▶ _PROBLEM TO WORK ON_:
Look below for the lines from the one with "height:24px; margin:-12px; padding:0" to the one with "filter:drop-shadow(1px 0 #c1c0c0)", and copy exactly those lines, both ends included.

[Saved data entries]
--- START ---

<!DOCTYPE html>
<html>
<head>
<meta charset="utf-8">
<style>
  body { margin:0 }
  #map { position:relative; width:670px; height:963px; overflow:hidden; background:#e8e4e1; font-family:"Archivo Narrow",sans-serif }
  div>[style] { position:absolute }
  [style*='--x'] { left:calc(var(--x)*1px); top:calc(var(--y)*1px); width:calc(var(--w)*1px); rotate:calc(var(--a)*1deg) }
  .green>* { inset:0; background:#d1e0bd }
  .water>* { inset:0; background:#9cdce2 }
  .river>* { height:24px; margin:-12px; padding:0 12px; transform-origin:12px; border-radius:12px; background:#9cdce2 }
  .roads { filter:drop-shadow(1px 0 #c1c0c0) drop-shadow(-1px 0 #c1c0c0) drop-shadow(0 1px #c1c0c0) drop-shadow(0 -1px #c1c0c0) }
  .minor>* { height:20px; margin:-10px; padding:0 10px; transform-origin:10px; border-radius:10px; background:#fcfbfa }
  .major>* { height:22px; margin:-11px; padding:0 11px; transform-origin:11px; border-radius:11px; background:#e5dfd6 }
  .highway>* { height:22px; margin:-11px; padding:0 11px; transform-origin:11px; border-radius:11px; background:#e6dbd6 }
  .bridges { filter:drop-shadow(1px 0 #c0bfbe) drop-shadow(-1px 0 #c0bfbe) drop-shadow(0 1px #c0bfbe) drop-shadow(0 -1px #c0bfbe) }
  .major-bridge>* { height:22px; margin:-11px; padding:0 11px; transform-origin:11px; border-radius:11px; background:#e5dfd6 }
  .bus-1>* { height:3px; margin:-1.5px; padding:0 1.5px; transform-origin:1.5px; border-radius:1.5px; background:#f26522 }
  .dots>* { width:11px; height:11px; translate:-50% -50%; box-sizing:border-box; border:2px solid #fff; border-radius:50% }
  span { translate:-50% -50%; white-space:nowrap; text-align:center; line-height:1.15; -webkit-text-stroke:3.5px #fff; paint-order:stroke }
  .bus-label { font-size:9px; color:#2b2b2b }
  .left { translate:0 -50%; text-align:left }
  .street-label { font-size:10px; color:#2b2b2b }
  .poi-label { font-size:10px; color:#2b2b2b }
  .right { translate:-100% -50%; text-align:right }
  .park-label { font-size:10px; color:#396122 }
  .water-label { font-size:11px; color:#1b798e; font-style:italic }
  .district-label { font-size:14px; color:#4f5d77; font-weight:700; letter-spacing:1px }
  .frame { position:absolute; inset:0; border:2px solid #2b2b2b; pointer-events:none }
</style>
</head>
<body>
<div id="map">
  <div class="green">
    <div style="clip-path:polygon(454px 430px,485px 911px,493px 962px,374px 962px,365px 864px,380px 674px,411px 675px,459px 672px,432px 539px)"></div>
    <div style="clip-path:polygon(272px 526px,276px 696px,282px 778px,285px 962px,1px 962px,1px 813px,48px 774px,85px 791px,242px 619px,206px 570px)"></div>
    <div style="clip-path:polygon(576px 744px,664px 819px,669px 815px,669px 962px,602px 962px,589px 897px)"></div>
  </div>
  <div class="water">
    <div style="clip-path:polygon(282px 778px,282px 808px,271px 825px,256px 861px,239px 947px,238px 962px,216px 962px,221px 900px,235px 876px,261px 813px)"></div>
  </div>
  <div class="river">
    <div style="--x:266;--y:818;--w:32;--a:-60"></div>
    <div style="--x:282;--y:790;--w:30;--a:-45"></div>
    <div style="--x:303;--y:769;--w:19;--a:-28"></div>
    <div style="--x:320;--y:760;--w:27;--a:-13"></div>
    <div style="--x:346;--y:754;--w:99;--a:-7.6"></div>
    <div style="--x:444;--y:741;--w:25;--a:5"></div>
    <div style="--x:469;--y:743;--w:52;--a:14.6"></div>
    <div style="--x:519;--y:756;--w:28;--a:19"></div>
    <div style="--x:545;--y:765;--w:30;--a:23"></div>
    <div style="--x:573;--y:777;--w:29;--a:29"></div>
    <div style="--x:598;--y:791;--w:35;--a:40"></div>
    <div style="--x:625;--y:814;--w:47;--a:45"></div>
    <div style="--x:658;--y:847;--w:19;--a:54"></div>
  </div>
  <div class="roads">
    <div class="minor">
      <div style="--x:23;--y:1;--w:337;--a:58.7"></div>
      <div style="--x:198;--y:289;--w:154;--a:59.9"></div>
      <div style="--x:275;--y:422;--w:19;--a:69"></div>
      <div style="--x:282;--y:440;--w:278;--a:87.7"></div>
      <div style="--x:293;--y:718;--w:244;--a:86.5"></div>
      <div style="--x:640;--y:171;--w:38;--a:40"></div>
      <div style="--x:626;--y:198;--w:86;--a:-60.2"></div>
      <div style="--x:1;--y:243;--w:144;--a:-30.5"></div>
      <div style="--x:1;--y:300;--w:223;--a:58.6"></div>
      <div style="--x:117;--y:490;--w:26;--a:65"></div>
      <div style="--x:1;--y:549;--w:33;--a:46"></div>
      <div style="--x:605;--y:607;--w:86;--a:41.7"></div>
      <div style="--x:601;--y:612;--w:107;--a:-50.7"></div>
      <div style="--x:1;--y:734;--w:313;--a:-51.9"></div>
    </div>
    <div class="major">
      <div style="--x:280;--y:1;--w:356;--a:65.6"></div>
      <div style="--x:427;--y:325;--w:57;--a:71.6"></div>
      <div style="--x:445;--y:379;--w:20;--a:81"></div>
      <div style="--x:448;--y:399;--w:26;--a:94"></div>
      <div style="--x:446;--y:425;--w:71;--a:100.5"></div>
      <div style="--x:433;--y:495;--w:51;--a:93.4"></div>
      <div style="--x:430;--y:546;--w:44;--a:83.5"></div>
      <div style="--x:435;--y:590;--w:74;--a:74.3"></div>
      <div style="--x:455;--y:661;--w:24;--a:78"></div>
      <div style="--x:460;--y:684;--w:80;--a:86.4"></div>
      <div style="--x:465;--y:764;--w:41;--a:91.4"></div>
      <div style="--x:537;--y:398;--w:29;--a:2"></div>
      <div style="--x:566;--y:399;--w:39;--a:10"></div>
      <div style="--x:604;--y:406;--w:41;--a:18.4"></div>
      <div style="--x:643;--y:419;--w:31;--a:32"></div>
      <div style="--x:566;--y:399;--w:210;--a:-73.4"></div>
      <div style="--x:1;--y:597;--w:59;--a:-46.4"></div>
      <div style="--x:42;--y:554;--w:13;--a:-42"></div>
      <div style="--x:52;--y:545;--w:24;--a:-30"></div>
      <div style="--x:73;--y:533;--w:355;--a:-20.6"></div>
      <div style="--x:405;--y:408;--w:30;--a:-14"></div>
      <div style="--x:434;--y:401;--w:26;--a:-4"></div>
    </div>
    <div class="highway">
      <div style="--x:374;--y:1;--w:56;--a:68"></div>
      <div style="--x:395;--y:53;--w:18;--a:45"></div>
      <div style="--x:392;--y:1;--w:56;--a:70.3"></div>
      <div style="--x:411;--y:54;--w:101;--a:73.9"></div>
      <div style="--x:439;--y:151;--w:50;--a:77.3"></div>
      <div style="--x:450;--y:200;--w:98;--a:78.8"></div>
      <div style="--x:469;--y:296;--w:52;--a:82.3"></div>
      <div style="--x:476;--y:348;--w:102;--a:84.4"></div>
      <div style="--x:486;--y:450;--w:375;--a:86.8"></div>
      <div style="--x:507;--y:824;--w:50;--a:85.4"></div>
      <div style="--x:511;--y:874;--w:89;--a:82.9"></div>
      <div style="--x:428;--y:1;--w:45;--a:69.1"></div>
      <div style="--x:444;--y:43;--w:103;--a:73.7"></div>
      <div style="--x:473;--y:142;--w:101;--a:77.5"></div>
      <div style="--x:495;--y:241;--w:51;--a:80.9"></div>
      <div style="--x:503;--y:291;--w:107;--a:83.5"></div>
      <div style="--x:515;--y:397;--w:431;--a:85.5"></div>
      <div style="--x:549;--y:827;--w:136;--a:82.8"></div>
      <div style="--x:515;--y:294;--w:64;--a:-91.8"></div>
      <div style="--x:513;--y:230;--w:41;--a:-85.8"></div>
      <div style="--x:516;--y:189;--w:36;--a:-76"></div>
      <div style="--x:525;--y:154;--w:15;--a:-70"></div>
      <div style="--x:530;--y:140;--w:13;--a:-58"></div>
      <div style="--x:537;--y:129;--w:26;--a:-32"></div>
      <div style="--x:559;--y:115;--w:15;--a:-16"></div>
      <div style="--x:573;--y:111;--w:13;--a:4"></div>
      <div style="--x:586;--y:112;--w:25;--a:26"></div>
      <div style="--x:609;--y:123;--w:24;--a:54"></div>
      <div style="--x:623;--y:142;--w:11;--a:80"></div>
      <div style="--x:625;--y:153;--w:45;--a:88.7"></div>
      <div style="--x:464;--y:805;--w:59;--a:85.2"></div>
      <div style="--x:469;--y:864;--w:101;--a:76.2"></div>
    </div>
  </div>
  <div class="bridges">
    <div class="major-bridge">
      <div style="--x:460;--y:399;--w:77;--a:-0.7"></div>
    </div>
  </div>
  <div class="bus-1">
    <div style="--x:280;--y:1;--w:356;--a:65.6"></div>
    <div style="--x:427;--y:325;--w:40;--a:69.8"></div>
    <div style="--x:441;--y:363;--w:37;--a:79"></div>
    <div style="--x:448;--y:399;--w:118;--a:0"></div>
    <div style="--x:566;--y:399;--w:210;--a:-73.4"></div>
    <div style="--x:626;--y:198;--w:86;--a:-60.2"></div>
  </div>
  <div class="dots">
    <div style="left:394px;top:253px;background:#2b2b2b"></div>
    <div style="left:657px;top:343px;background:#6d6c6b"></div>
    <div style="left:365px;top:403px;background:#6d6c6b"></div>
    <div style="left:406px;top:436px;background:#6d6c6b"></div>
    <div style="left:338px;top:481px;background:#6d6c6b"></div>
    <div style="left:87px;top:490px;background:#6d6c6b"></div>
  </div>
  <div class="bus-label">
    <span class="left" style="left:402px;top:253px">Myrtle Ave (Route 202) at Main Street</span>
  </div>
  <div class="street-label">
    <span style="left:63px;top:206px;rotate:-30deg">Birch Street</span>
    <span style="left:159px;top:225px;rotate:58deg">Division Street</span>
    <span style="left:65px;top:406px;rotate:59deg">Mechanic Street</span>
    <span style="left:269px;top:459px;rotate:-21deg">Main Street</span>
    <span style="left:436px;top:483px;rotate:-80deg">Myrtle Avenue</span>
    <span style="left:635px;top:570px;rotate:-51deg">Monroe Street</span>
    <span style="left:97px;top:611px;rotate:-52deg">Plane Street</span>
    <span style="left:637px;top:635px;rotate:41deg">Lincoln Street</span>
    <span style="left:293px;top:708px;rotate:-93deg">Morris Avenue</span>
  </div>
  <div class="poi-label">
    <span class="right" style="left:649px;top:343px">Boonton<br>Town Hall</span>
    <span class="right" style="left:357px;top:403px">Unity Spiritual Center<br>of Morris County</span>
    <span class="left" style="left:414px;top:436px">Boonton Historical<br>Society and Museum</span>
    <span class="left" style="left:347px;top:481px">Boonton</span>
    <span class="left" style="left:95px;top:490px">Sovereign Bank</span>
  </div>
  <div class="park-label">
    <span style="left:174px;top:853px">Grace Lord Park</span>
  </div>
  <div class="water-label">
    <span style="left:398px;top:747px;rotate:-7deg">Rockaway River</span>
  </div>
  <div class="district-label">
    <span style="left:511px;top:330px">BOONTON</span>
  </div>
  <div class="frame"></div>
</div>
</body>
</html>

--- END ---

▶ _TASK ANSWER_:
  .river>* { height:24px; margin:-12px; padding:0 12px; transform-origin:12px; border-radius:12px; background:#9cdce2 }
  .roads { filter:drop-shadow(1px 0 #c1c0c0) drop-shadow(-1px 0 #c1c0c0) drop-shadow(0 1px #c1c0c0) drop-shadow(0 -1px #c1c0c0) }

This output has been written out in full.